▸ **TASK INSTRUCTIONS**: Give all the lines below again, exactly, with no pictures.

Saved entries:

□ □ □ □ □

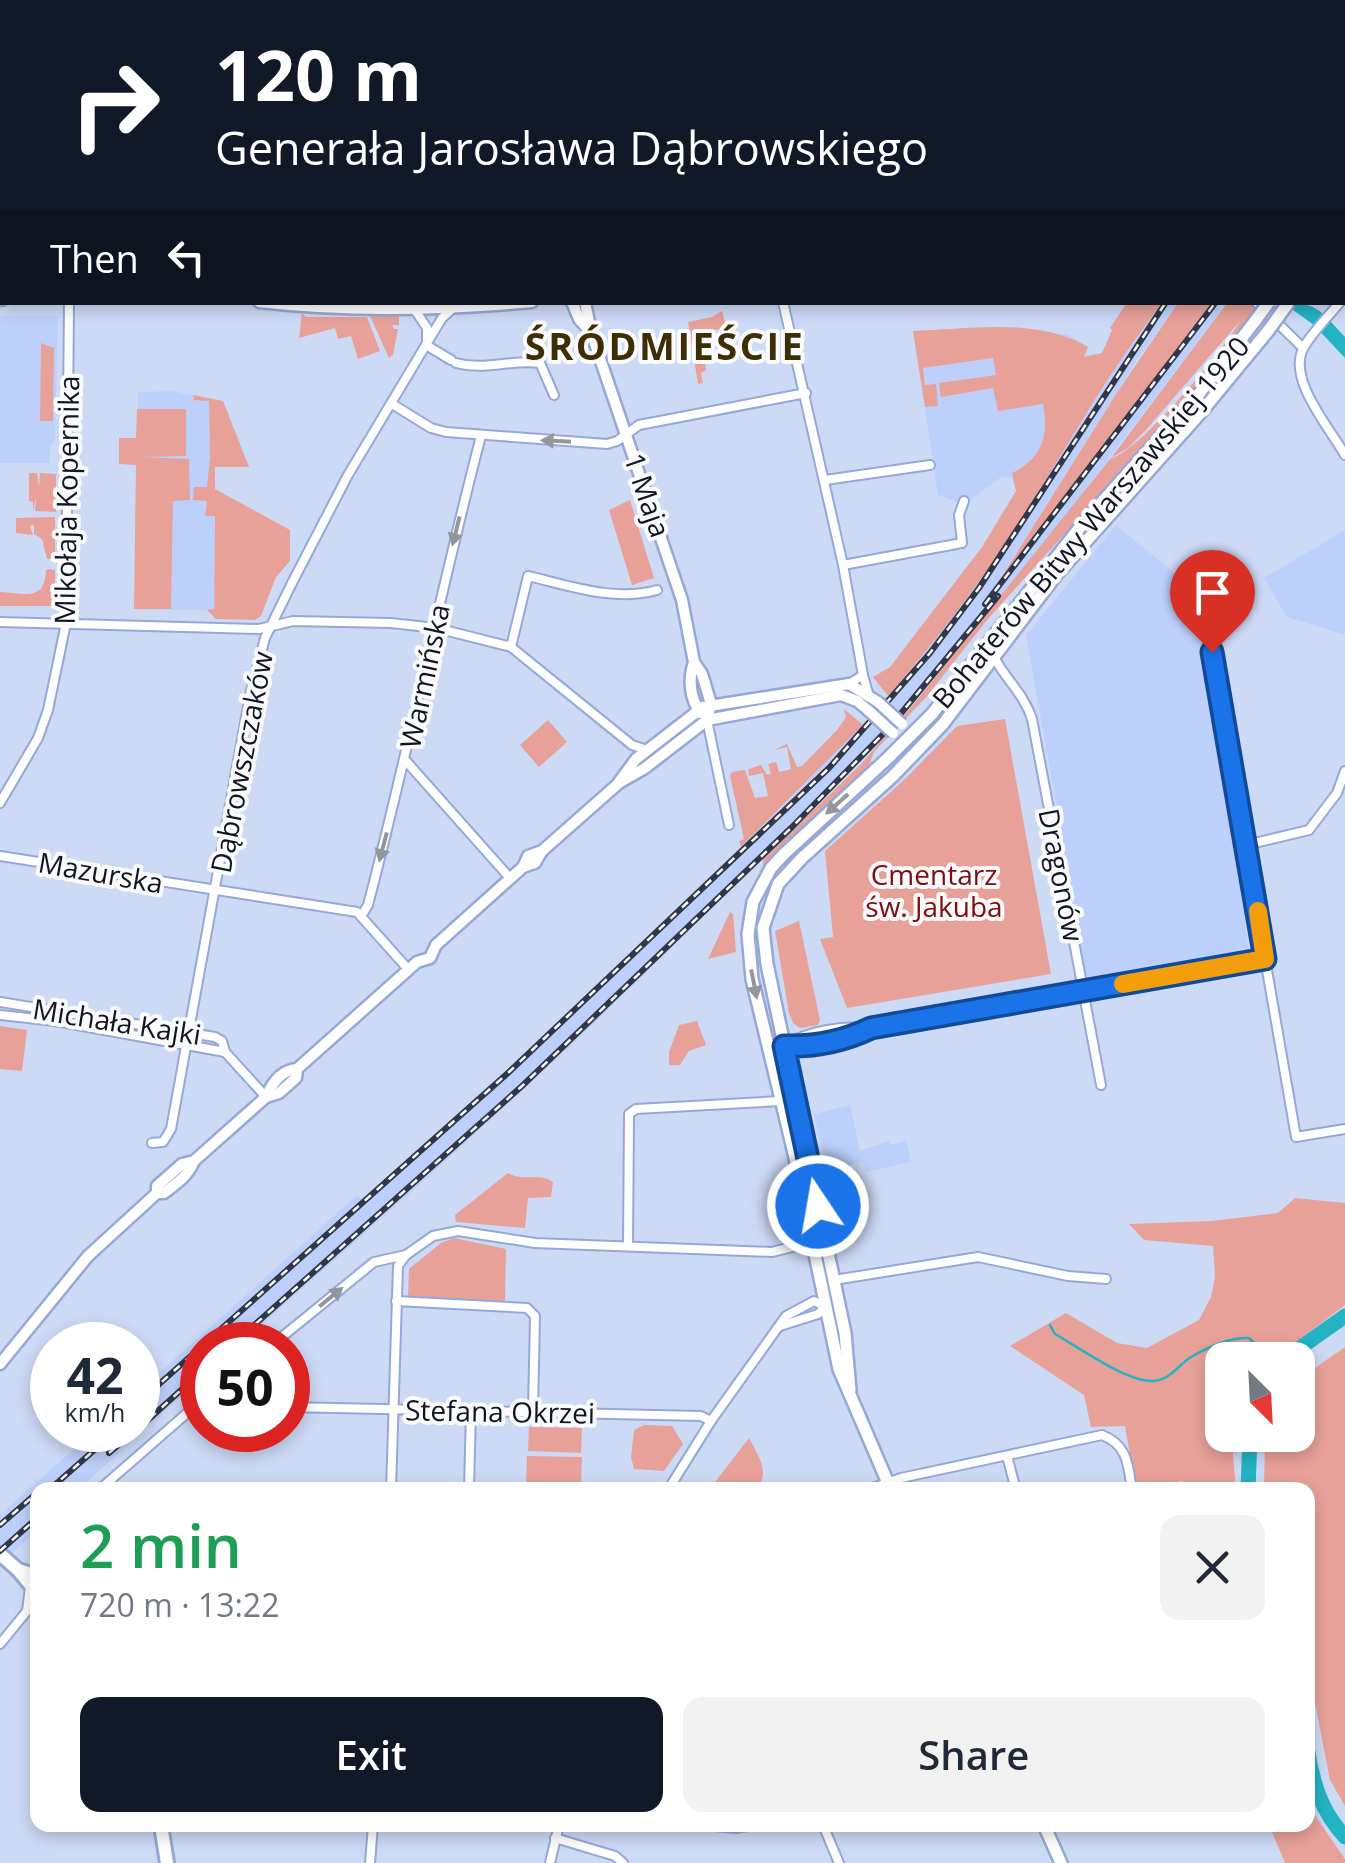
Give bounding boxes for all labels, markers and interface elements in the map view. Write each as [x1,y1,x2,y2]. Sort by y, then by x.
text: 120 m [215,26,422,122]
icon: right [50,40,180,170]
text: Generała Jarosława Dąbrowskiego [215,117,928,178]
icon: left [159,230,214,285]
text: Then [50,232,139,284]
district label: ŚRÓDMIEŚCIE [525,319,805,371]
street label: Bohaterów Bitwy Warszawskiej 1920 [923,328,1257,716]
street label: Mikołaja Kopernika [45,375,87,625]
one-way arrow [539,433,571,449]
street label: 1 Maja [616,448,680,542]
one-way arrow [448,516,464,547]
pin [1170,550,1255,653]
icon: arrive [1185,565,1240,620]
street label: Warmińska [390,600,458,752]
street label: Dąbrowszczaków [201,648,281,876]
one-way arrow [825,793,850,815]
street label: Dragonów [1030,805,1094,945]
one-way arrow [375,832,391,863]
street label: Mazurska [36,842,166,902]
park label: Cmentarz św. Jakuba [865,855,1003,925]
one-way arrow [747,969,762,1001]
street label: Michała Kajki [30,989,204,1053]
position arrow [766,1154,870,1258]
one-way arrow [319,1287,344,1308]
speed limit sign: 50 [180,1322,310,1452]
text: 42 [66,1341,124,1409]
north arrow [1205,1342,1315,1452]
map controls [1205,1342,1315,1452]
street label: Stefana Okrzei [405,1390,595,1432]
text: km/h [65,1395,125,1429]
text: 2 min [80,1504,242,1586]
button: close [1160,1515,1265,1620]
text: 720 m · 13:22 [80,1583,279,1626]
button: Exit [80,1697,663,1812]
button: Share [683,1697,1265,1812]

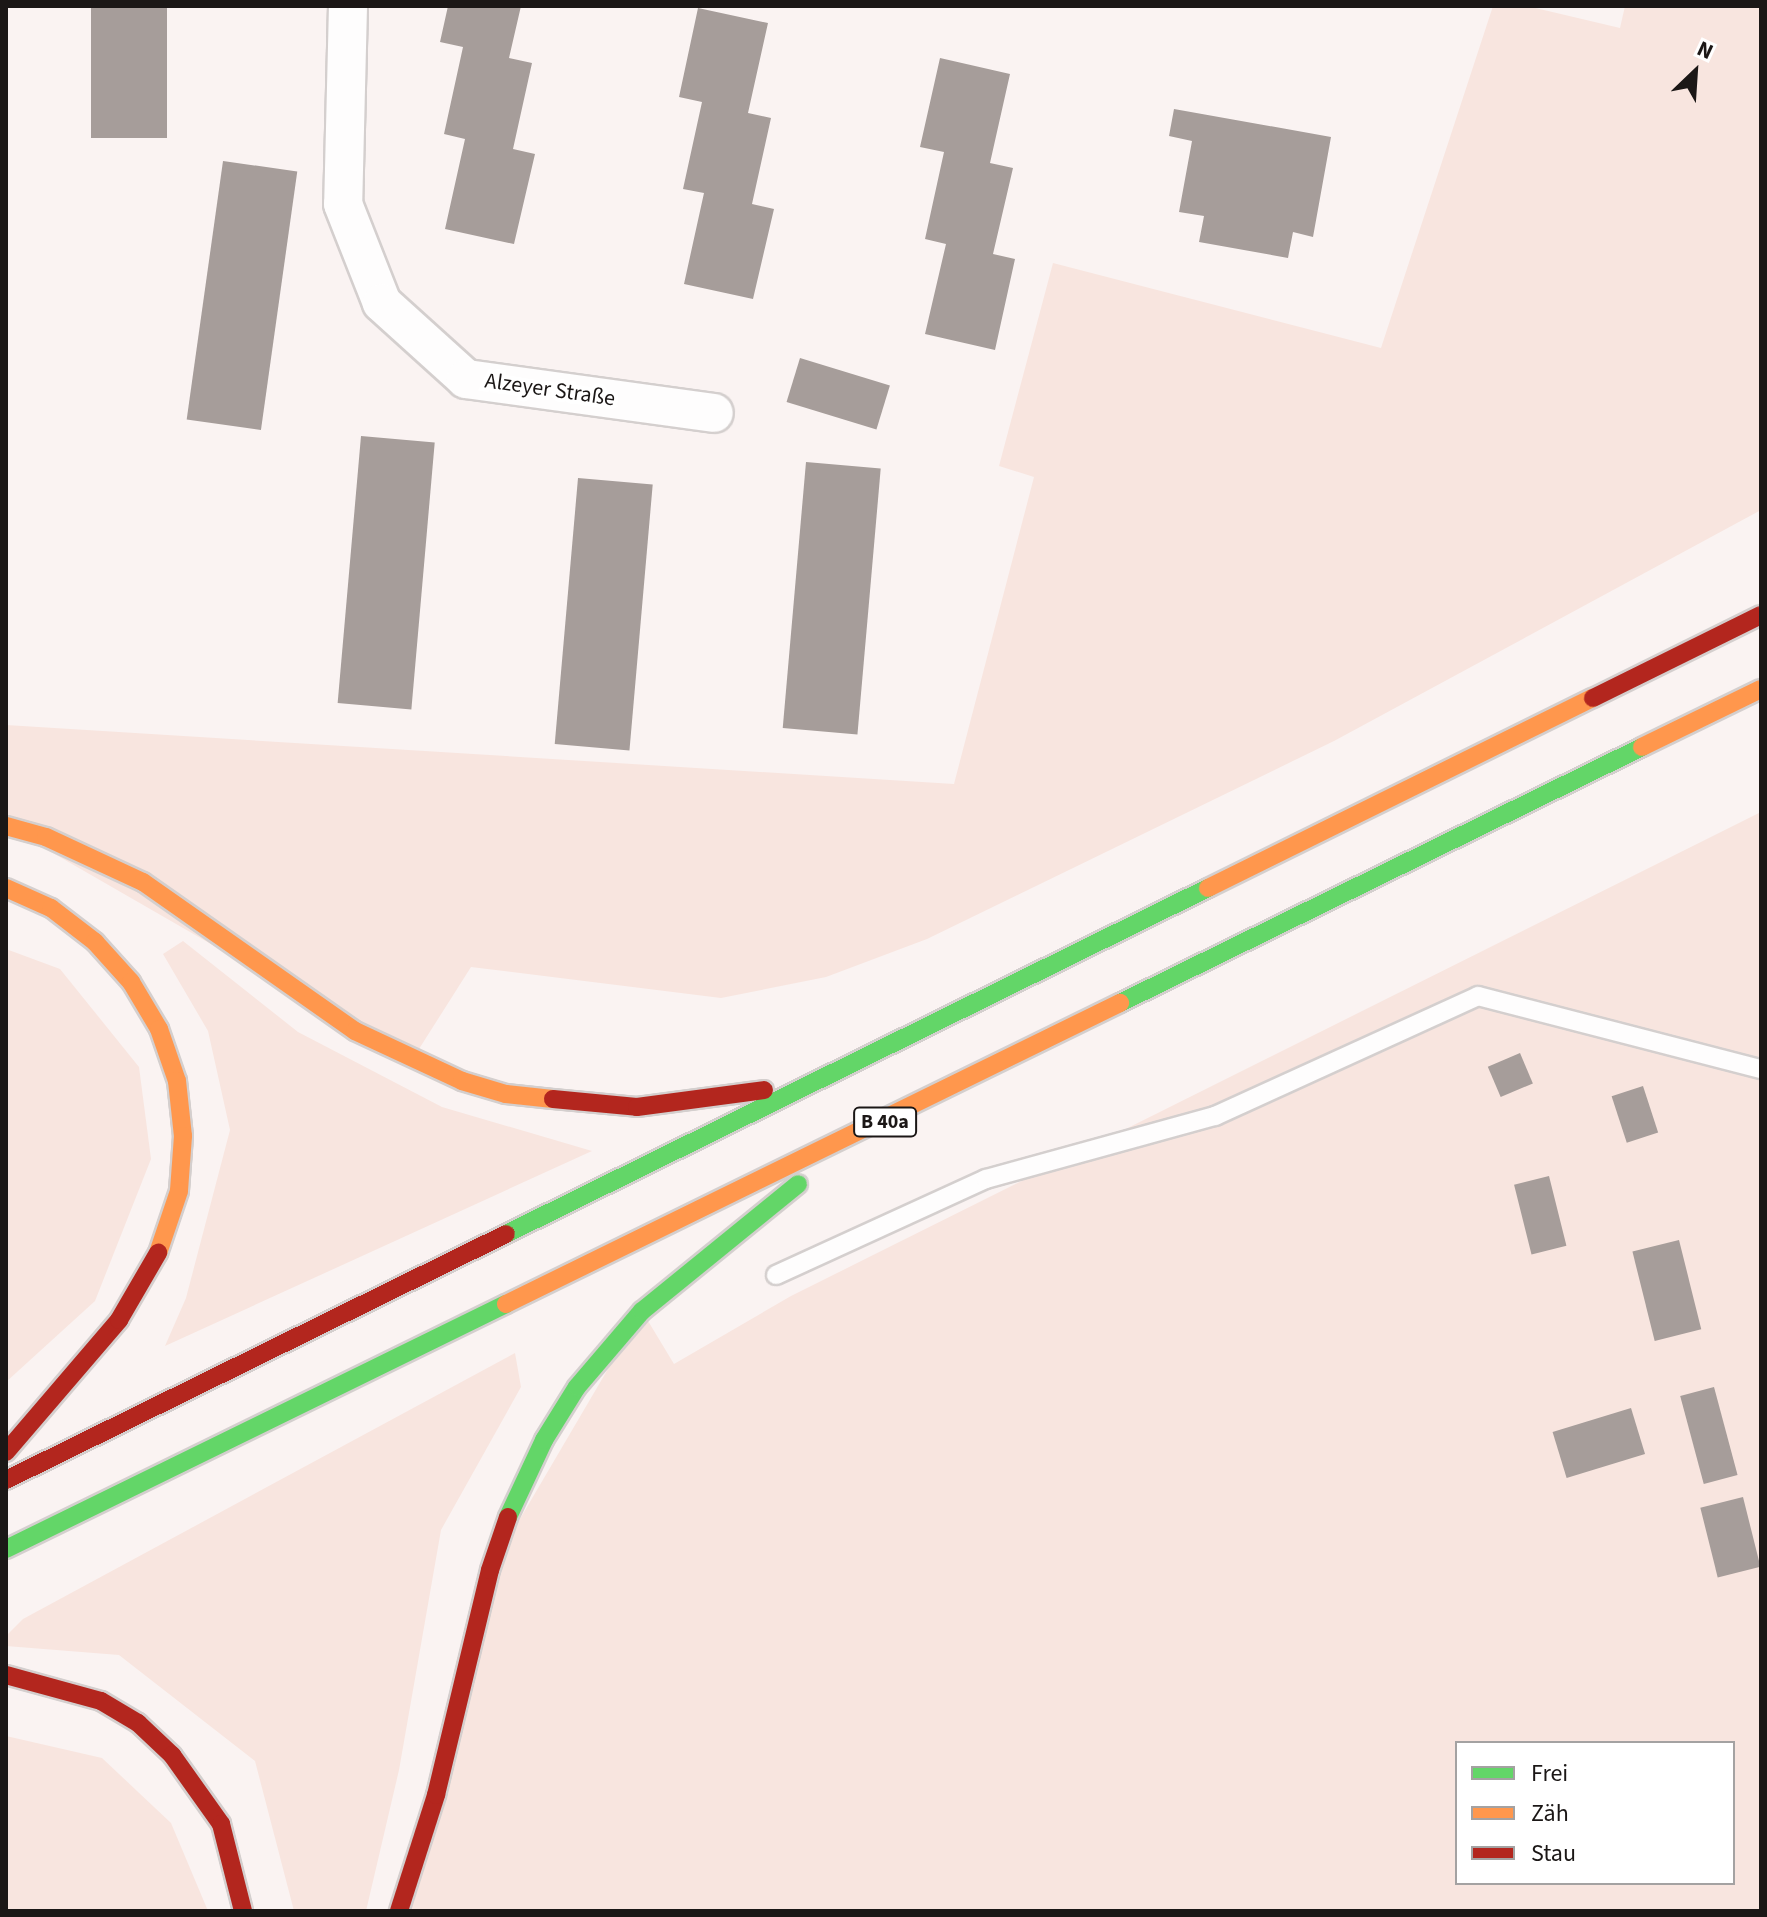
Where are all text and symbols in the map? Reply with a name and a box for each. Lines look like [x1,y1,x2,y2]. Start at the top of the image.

□ □ □ □ □

▸ **ANSWER SPACE**:
Give bounding boxes for all labels, markers and interface elements in the map view. Write each as [x1,y1,x2,y2]. Sort by y, then by x.
text: 120 m [215,26,422,122]
icon: right [50,40,180,170]
text: Generała Jarosława Dąbrowskiego [215,117,928,178]
icon: left [159,230,214,285]
text: Then [50,232,139,284]
district label: ŚRÓDMIEŚCIE [525,319,805,371]
street label: Bohaterów Bitwy Warszawskiej 1920 [923,328,1257,716]
street label: Mikołaja Kopernika [45,375,87,625]
one-way arrow [539,433,571,449]
street label: 1 Maja [616,448,680,542]
one-way arrow [448,516,464,547]
pin [1170,550,1255,653]
icon: arrive [1185,565,1240,620]
street label: Warmińska [390,600,458,752]
street label: Dąbrowszczaków [201,648,281,876]
one-way arrow [825,793,850,815]
street label: Dragonów [1030,805,1094,945]
one-way arrow [375,832,391,863]
street label: Mazurska [36,842,166,902]
park label: Cmentarz św. Jakuba [865,855,1003,925]
one-way arrow [747,969,762,1001]
street label: Michała Kajki [30,989,204,1053]
position arrow [766,1154,870,1258]
one-way arrow [319,1287,344,1308]
speed limit sign: 50 [180,1322,310,1452]
text: 42 [66,1341,124,1409]
north arrow [1205,1342,1315,1452]
map controls [1205,1342,1315,1452]
street label: Stefana Okrzei [405,1390,595,1432]
text: km/h [65,1395,125,1429]
text: 2 min [80,1504,242,1586]
button: close [1160,1515,1265,1620]
text: 720 m · 13:22 [80,1583,279,1626]
button: Exit [80,1697,663,1812]
button: Share [683,1697,1265,1812]

Where are all text and symbols in the map? Reply with a name and a box for each. Lines look like [x1,y1,x2,y2]. Start at the top of the image.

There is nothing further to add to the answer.